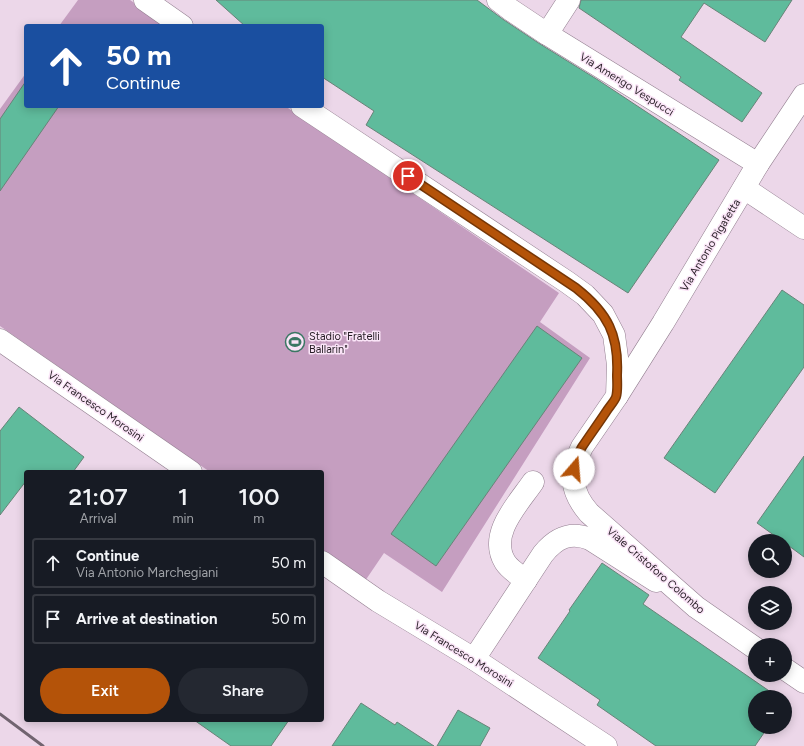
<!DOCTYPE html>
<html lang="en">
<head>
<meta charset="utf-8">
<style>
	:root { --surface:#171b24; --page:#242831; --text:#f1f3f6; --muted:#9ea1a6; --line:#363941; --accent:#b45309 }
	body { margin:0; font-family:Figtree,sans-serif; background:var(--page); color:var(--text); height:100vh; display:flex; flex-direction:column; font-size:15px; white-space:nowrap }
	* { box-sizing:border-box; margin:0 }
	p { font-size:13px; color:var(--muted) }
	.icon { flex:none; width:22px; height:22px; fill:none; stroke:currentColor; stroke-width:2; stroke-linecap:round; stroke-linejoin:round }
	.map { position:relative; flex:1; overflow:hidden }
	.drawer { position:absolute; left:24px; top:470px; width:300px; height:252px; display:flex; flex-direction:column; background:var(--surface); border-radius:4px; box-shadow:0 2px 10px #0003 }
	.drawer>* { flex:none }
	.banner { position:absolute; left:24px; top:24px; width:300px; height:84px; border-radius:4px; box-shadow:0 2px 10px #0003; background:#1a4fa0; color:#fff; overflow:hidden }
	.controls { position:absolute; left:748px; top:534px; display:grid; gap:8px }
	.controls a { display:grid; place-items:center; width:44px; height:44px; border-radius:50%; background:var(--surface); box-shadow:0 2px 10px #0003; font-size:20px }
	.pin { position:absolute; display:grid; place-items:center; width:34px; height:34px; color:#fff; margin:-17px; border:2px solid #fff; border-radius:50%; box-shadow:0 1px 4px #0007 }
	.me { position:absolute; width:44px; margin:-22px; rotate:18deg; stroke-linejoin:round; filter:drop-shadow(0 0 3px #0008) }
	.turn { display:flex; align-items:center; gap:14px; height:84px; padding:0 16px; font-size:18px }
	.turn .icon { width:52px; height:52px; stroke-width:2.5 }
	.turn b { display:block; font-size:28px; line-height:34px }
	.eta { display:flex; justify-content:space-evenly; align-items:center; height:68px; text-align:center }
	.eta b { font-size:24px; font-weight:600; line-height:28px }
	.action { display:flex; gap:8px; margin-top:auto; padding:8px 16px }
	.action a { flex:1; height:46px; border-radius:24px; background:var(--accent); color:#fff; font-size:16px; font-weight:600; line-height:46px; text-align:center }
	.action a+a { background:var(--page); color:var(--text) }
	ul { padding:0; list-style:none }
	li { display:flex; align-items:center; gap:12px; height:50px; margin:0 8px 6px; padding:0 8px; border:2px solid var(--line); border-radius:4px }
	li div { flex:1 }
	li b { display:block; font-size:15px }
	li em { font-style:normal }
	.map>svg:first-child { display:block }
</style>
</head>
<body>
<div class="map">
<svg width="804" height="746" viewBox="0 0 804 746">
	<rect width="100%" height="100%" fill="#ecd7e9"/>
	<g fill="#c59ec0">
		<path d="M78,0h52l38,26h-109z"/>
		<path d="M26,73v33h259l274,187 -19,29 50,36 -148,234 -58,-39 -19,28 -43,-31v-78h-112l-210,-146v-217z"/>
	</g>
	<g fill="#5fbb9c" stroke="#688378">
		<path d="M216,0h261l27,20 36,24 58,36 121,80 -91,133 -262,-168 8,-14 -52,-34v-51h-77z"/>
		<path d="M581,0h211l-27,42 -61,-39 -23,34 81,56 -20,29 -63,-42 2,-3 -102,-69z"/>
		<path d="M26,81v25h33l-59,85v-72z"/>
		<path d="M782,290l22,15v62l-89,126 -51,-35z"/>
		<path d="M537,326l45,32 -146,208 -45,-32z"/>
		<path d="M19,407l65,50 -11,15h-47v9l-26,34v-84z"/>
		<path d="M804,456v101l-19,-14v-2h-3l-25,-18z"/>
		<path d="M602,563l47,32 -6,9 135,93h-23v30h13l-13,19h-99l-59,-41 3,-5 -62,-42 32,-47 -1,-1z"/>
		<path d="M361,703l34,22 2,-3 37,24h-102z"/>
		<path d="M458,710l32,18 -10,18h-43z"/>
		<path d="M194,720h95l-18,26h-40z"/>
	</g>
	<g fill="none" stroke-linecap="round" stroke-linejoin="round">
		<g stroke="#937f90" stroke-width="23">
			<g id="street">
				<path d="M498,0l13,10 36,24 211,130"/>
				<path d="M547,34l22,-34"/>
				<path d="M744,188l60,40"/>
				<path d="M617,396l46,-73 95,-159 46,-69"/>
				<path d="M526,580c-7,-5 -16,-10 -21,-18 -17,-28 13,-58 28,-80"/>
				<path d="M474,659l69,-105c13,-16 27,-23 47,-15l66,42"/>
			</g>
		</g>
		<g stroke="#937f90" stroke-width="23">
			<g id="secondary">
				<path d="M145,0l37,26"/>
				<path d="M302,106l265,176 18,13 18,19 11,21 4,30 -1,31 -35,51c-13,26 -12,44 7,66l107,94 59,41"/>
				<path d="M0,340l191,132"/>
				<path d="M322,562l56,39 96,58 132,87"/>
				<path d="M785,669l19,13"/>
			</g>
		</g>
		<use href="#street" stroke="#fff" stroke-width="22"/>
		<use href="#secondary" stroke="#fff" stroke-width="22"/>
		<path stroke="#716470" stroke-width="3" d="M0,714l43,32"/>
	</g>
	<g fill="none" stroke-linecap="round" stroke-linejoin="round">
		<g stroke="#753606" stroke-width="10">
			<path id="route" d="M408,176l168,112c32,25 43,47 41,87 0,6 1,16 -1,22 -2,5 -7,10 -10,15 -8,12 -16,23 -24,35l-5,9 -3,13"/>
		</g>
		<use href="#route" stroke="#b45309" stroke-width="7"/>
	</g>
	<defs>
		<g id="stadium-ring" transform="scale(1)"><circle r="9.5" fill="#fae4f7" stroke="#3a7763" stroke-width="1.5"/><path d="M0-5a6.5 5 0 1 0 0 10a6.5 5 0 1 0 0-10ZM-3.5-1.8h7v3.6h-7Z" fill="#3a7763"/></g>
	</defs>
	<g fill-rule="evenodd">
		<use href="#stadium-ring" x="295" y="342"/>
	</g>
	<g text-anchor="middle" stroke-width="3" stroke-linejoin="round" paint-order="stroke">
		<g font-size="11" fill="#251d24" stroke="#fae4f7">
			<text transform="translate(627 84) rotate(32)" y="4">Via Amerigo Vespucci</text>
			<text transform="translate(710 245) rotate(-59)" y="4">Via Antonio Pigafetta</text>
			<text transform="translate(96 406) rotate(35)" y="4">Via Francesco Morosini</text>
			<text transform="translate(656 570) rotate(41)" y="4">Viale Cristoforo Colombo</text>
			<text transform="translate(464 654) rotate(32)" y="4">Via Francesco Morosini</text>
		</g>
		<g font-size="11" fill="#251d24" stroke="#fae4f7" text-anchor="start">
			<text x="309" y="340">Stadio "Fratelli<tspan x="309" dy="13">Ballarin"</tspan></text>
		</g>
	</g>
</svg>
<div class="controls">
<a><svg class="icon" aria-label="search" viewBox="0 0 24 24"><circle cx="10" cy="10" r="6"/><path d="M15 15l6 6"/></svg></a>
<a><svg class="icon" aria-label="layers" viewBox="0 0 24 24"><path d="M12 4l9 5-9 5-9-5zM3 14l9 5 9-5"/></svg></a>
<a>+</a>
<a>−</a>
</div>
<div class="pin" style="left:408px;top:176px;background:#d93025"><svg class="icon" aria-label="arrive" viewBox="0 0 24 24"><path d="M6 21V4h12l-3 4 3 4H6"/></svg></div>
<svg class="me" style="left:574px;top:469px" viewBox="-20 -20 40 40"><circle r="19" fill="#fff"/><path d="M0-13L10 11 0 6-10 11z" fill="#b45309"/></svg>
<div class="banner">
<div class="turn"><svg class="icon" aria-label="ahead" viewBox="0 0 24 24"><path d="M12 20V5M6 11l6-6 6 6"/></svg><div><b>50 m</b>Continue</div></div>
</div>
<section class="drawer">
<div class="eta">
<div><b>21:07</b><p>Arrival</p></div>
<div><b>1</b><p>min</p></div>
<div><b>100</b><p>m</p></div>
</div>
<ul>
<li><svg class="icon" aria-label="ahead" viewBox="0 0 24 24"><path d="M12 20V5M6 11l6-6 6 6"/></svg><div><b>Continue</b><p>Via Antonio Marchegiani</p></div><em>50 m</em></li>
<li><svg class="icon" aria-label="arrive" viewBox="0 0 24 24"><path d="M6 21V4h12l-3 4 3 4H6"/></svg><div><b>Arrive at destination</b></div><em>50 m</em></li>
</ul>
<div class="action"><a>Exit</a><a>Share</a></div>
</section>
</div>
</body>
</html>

========

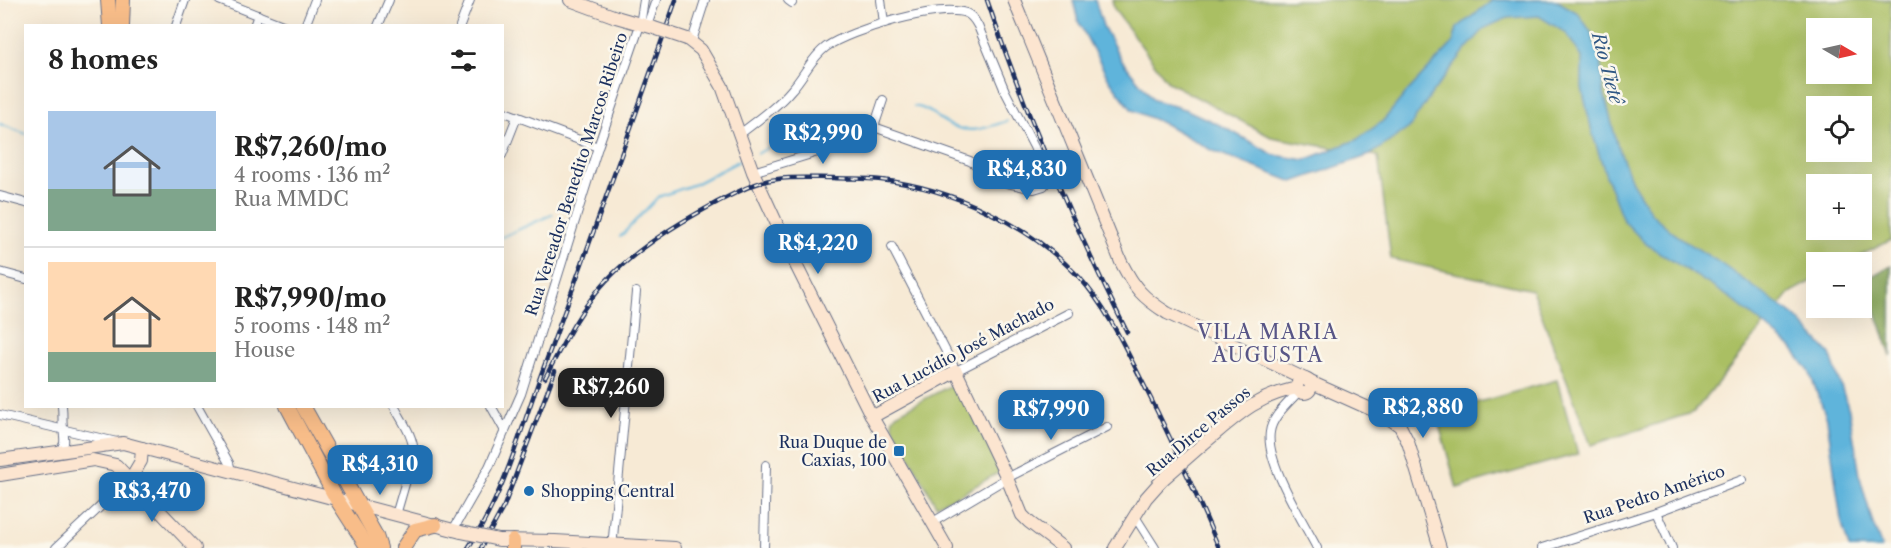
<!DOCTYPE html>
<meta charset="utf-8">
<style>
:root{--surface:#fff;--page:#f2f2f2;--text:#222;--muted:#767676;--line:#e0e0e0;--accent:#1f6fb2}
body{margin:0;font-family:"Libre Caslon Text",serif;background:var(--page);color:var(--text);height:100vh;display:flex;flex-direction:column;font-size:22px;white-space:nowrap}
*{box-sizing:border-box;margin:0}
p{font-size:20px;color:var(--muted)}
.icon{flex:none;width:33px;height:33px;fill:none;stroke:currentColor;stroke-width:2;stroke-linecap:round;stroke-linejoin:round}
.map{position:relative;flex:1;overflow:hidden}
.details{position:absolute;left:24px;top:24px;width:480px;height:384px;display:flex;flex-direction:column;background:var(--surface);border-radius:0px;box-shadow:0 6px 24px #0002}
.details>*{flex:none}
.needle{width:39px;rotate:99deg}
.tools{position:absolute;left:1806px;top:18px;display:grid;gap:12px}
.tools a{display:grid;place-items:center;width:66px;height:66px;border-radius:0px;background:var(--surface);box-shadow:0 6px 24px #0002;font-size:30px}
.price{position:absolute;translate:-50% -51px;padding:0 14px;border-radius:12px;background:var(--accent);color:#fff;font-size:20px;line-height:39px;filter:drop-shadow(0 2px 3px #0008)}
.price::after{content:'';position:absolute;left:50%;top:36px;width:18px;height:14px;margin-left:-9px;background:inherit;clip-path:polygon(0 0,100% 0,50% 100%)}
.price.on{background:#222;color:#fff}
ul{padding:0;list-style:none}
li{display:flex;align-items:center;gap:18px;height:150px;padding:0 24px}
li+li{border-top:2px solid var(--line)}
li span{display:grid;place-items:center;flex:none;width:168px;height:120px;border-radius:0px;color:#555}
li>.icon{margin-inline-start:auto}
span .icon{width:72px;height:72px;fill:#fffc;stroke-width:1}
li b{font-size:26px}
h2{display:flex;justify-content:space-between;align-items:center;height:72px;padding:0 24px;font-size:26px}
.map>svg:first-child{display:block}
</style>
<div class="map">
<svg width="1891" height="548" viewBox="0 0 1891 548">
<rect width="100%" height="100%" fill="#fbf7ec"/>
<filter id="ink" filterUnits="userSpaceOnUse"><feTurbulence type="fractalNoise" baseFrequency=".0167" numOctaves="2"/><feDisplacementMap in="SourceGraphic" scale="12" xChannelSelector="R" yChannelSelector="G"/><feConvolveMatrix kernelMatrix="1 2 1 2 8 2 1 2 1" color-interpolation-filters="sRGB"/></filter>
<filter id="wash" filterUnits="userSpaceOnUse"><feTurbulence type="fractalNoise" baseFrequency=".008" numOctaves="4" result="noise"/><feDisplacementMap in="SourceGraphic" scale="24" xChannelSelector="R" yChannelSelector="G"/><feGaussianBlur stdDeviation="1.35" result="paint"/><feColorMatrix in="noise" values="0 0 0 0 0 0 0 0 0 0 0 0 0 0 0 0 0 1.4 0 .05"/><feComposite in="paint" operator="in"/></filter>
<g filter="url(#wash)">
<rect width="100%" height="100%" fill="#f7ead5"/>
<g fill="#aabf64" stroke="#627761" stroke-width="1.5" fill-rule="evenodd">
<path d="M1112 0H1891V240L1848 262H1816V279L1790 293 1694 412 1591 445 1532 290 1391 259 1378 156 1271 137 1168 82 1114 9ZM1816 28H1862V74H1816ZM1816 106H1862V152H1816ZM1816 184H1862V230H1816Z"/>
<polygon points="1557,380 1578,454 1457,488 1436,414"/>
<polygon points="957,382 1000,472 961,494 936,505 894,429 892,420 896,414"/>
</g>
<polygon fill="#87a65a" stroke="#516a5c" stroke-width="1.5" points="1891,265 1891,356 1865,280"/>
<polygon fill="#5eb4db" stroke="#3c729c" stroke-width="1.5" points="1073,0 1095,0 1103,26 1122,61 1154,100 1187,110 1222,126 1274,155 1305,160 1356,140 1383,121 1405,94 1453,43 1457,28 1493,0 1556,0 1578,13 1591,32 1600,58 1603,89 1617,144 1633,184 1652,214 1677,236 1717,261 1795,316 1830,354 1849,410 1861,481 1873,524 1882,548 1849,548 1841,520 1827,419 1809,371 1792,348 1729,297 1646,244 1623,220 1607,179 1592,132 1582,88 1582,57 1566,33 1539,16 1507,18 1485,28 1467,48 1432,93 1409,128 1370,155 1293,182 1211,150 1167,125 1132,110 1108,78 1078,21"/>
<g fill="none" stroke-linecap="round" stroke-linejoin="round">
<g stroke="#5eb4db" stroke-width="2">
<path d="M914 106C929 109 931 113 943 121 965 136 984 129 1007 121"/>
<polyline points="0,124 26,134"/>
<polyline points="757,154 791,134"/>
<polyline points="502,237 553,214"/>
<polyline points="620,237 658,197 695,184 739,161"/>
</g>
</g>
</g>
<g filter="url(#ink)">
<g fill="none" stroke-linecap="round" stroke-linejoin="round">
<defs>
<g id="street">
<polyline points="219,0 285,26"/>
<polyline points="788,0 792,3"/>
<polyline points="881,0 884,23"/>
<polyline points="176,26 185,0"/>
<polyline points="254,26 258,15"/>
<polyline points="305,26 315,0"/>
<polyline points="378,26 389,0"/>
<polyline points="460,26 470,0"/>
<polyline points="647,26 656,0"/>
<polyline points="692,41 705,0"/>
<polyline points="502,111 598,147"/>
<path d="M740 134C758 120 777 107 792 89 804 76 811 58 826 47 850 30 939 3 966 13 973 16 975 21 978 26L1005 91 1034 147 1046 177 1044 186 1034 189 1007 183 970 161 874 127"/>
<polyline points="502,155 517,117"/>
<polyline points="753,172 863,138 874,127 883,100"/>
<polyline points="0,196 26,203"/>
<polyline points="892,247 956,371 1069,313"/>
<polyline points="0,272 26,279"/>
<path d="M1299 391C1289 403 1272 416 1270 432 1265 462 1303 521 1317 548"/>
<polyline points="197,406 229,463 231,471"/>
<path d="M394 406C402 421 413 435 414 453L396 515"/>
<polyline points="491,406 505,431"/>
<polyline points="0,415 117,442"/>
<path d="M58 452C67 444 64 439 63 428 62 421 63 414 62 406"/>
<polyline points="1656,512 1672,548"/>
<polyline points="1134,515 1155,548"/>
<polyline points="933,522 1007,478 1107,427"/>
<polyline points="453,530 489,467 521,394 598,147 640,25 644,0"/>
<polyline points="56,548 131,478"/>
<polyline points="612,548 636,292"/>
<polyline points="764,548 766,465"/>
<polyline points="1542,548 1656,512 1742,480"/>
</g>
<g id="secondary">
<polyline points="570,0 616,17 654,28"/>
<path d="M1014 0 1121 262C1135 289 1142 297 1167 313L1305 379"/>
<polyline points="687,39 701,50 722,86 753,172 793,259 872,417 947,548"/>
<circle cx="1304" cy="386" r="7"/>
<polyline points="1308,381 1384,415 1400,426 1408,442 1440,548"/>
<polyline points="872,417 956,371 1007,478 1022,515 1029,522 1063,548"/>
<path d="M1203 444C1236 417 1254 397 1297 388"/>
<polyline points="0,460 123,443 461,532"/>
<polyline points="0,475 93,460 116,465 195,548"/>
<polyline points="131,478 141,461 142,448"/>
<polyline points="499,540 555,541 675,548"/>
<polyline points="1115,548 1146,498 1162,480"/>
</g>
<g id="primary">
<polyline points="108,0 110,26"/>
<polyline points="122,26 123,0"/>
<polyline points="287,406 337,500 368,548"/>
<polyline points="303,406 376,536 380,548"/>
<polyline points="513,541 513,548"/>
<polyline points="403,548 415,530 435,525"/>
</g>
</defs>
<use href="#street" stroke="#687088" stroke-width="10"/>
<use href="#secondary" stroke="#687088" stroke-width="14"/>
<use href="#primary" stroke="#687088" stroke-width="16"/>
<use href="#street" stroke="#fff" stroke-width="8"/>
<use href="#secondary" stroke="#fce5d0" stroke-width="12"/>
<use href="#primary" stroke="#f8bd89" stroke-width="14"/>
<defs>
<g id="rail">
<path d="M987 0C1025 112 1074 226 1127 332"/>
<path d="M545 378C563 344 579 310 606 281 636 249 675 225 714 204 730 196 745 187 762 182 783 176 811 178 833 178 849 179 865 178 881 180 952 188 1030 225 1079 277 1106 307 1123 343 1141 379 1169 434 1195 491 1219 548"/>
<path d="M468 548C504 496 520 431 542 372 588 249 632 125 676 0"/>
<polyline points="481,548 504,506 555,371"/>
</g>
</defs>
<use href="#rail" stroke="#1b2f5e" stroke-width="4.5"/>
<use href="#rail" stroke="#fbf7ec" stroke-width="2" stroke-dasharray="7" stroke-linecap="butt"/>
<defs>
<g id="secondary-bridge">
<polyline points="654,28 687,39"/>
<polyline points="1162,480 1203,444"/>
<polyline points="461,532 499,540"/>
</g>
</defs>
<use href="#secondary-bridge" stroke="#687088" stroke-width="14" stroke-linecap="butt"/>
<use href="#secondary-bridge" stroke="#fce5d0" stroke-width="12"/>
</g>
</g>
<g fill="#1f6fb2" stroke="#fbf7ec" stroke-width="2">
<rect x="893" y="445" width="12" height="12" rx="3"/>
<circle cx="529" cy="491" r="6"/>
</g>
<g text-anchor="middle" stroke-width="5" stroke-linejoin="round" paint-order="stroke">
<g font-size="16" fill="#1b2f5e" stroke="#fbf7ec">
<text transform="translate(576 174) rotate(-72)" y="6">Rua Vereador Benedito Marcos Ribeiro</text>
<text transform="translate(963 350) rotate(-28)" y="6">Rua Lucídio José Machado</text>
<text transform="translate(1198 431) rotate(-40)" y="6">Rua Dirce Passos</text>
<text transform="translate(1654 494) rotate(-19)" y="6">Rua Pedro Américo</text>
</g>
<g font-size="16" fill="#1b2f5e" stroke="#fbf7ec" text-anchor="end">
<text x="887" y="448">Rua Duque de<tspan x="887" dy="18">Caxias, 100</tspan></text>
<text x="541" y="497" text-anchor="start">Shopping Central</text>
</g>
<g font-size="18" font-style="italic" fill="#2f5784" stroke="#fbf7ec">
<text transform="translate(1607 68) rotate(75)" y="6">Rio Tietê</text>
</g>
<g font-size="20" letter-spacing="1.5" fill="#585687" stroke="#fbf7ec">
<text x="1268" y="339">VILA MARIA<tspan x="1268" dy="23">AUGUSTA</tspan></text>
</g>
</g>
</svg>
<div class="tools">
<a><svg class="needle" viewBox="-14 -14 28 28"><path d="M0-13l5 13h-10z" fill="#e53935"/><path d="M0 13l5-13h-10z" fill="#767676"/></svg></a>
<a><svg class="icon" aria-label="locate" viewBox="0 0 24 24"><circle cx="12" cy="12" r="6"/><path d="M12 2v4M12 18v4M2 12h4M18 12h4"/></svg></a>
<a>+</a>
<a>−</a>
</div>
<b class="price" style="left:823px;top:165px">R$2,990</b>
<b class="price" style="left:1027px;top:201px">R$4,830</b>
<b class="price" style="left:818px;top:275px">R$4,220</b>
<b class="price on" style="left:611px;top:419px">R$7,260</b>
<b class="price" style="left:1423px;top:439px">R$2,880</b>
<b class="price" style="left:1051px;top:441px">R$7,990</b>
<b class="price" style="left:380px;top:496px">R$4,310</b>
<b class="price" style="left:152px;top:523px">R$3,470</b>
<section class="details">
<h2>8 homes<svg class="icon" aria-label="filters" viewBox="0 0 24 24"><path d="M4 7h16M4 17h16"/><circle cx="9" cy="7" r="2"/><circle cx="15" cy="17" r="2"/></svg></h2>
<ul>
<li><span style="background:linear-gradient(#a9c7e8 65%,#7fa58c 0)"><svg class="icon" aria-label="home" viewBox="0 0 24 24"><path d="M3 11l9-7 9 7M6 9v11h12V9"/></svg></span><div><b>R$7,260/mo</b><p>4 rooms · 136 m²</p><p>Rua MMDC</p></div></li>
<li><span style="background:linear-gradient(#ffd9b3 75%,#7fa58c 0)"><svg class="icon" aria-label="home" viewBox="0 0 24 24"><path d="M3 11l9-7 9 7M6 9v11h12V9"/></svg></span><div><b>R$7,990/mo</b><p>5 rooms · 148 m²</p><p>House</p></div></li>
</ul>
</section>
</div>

========

Description of the task: Gather each line from the listing above that holds "solid".

Exercise result:
	.pin { position:absolute; display:grid; place-items:center; width:34px; height:34px; color:#fff; margin:-17px; border:2px solid #fff; border-radius:50%; box-shadow:0 1px 4px #0007 }
	li { display:flex; align-items:center; gap:12px; height:50px; margin:0 8px 6px; padding:0 8px; border:2px solid var(--line); border-radius:4px }
li+li{border-top:2px solid var(--line)}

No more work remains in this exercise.